— What the task asks —
Your answer must consist of exactly the lines below, starting with the line with "filter:drop-shadow(1px 0 #484c53)" and going on through the line with "height:12px; margin:-6px; padding:0", and nothing else.

Saved data entries:

● ● ● ● ●

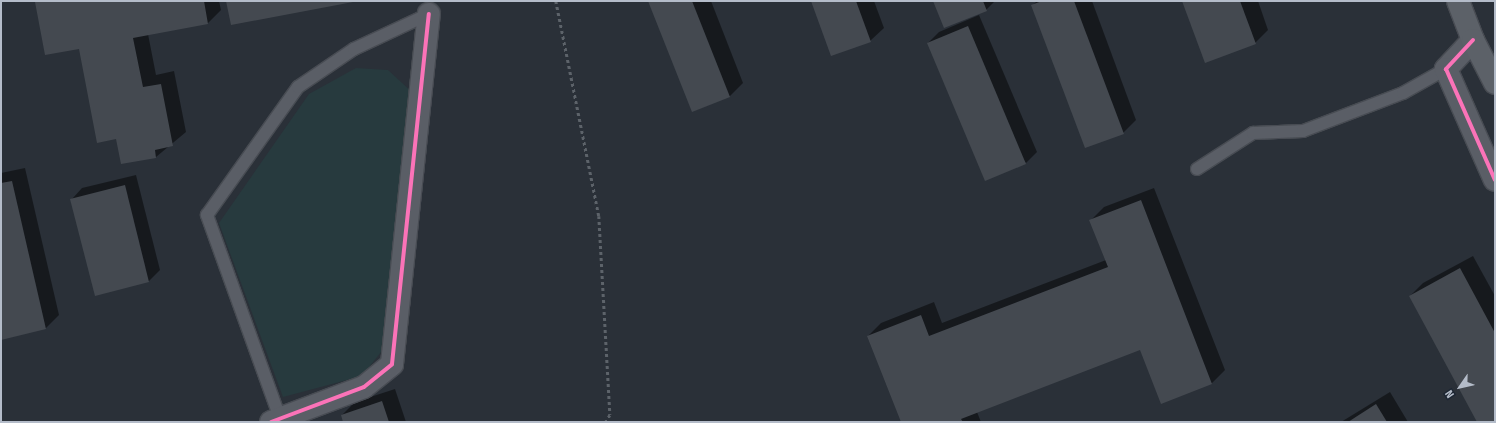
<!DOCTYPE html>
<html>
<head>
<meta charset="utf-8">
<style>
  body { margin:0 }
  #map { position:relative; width:1496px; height:423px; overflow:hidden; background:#2a3038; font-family:"Fira Sans Condensed",sans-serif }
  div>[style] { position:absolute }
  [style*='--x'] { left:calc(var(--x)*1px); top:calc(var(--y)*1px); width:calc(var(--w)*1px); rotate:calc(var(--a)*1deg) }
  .green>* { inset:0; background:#273a3e }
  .shadow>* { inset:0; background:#0007 }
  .building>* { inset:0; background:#444950 }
  .path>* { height:2.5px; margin-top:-1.25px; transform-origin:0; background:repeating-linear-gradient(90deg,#5d636a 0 3px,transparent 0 6px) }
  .roads { filter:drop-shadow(1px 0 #484c53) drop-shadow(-1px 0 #484c53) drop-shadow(0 1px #484c53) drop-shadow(0 -1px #484c53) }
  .service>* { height:12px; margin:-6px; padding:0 6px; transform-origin:6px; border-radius:6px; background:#5a5e66 }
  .minor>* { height:22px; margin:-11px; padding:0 11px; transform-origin:11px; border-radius:11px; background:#5a5e66 }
  .primary>* { height:22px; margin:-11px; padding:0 11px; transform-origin:11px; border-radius:11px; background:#5c6168 }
  .cycleway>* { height:4px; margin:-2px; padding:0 2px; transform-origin:2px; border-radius:2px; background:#fb73b8 }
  span { translate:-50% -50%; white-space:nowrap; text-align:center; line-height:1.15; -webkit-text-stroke:4px #1d2633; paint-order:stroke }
  .frame { position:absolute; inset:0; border:2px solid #b4bcc9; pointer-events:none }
  .north { position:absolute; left:1440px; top:367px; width:40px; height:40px; -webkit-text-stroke:3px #1d2633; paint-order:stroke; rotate:236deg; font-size:11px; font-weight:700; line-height:16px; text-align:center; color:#b4bcc9 }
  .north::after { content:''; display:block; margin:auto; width:14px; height:18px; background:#b4bcc9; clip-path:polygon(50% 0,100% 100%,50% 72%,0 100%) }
</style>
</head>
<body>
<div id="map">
  <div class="green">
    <i style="clip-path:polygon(356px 68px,388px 70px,414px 94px,381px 352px,362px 376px,283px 397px,219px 223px,309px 94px)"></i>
  </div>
  <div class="shadow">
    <i style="clip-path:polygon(37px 1px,219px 1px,221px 10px,208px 23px,148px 34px,156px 75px,174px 71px,186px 132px,156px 157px,117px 138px,80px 47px,36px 2px)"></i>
    <i style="clip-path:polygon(649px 1px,711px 1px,743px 83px,730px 96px,693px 111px)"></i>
    <i style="clip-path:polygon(812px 1px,874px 1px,884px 28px,870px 41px)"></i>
    <i style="clip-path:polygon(934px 1px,995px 1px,986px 10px)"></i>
    <i style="clip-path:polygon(1037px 1px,1092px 1px,1136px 120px,1123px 133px,1033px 5px)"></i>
    <i style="clip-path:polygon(1183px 1px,1258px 1px,1268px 30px,1255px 43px)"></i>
    <i style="clip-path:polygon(979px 15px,1037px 152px,1026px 163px,928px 43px,939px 32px)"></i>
    <i style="clip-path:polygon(25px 168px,59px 315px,46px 328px,1px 339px,1px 173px)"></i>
    <i style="clip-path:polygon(136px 175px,160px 270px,149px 281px,96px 295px,72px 199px,82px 188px)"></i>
    <i style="clip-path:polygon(1154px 188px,1225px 370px,1212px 383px,1162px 402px,1140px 348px,977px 412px,981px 422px,902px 422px,868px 336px,881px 323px,934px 302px,942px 323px,1106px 260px,1091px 220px,1104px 207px)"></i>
    <i style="clip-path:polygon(1473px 256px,1495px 296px,1495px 422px,1478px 422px,1410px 296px,1423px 283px)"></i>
    <i style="clip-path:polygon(395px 389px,406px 422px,345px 422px,342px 415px,355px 402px)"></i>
    <i style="clip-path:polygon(1390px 392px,1408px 422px,1341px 422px)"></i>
  </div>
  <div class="building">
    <i style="clip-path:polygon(40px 1px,204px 1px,208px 24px,133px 38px,143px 87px,161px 84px,173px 146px,155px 150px,156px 158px,121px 164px,116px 139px,97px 143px,79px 49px,45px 55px,35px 2px)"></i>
    <i style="clip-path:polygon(226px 1px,353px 1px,353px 2px,231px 25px)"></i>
    <i style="clip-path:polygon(648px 1px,692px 1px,730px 97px,692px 112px)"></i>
    <i style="clip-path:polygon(811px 1px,856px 1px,871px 42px,831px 56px)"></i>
    <i style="clip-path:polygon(933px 1px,983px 1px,987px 11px,944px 28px)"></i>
    <i style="clip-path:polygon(1042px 1px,1074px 1px,1124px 134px,1085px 148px,1031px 5px)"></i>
    <i style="clip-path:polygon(1182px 1px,1240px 1px,1256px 44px,1205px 63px)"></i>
    <i style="clip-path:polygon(968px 26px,1026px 164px,985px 181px,927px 43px)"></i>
    <i style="clip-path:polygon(12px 181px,46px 329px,1px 340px,1px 183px)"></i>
    <i style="clip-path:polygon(125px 185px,149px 282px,95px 296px,70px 199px)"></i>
    <i style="clip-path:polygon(1141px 200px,1212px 384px,1161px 404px,1140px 350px,961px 419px,963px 422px,901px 422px,867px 336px,921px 315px,929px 336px,1108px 267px,1089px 220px)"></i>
    <i style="clip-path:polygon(1460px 268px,1495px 333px,1495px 422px,1477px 422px,1409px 296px)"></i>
    <i style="clip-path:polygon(382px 401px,389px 422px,343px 422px,341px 415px)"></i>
    <i style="clip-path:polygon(1376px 404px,1387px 422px,1348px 422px)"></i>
  </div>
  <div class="path">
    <i style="--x:556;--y:1;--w:219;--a:78.7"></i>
    <i style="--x:599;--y:216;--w:199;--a:86.8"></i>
    <i style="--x:610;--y:415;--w:8;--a:120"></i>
  </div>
  <div class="roads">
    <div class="service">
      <i style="--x:1197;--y:169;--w:67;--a:-32.7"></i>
      <i style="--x:1253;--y:133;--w:50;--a:-2.3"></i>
      <i style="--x:1303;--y:131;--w:107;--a:-20.8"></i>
      <i style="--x:1403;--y:93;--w:49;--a:-29.2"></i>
      <i style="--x:280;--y:418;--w:216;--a:-109.8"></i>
      <i style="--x:207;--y:215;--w:157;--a:-54.6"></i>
      <i style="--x:298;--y:87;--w:68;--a:-34.2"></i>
      <i style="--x:354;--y:49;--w:83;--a:-25"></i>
    </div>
    <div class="minor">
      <i style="--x:1473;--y:40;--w:40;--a:133"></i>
      <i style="--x:1446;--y:69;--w:121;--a:66.2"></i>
      <i style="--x:271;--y:422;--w:99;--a:-20.6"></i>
      <i style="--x:364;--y:387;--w:36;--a:-39"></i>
      <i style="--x:392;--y:364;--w:352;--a:-84"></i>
    </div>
    <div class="primary">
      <i style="--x:1458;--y:1;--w:42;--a:69"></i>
      <i style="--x:1473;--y:40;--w:48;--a:62.9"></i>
    </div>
  </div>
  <div class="cycleway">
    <i style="--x:1473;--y:40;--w:40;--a:133"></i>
    <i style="--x:1446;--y:69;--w:121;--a:66.2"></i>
    <i style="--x:271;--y:422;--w:99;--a:-20.6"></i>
    <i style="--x:364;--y:387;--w:36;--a:-39"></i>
    <i style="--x:392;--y:364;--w:352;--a:-84"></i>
  </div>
  <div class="frame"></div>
  <div class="north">N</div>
</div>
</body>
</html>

● ● ● ● ●

— Result below —
  .roads { filter:drop-shadow(1px 0 #484c53) drop-shadow(-1px 0 #484c53) drop-shadow(0 1px #484c53) drop-shadow(0 -1px #484c53) }
  .service>* { height:12px; margin:-6px; padding:0 6px; transform-origin:6px; border-radius:6px; background:#5a5e66 }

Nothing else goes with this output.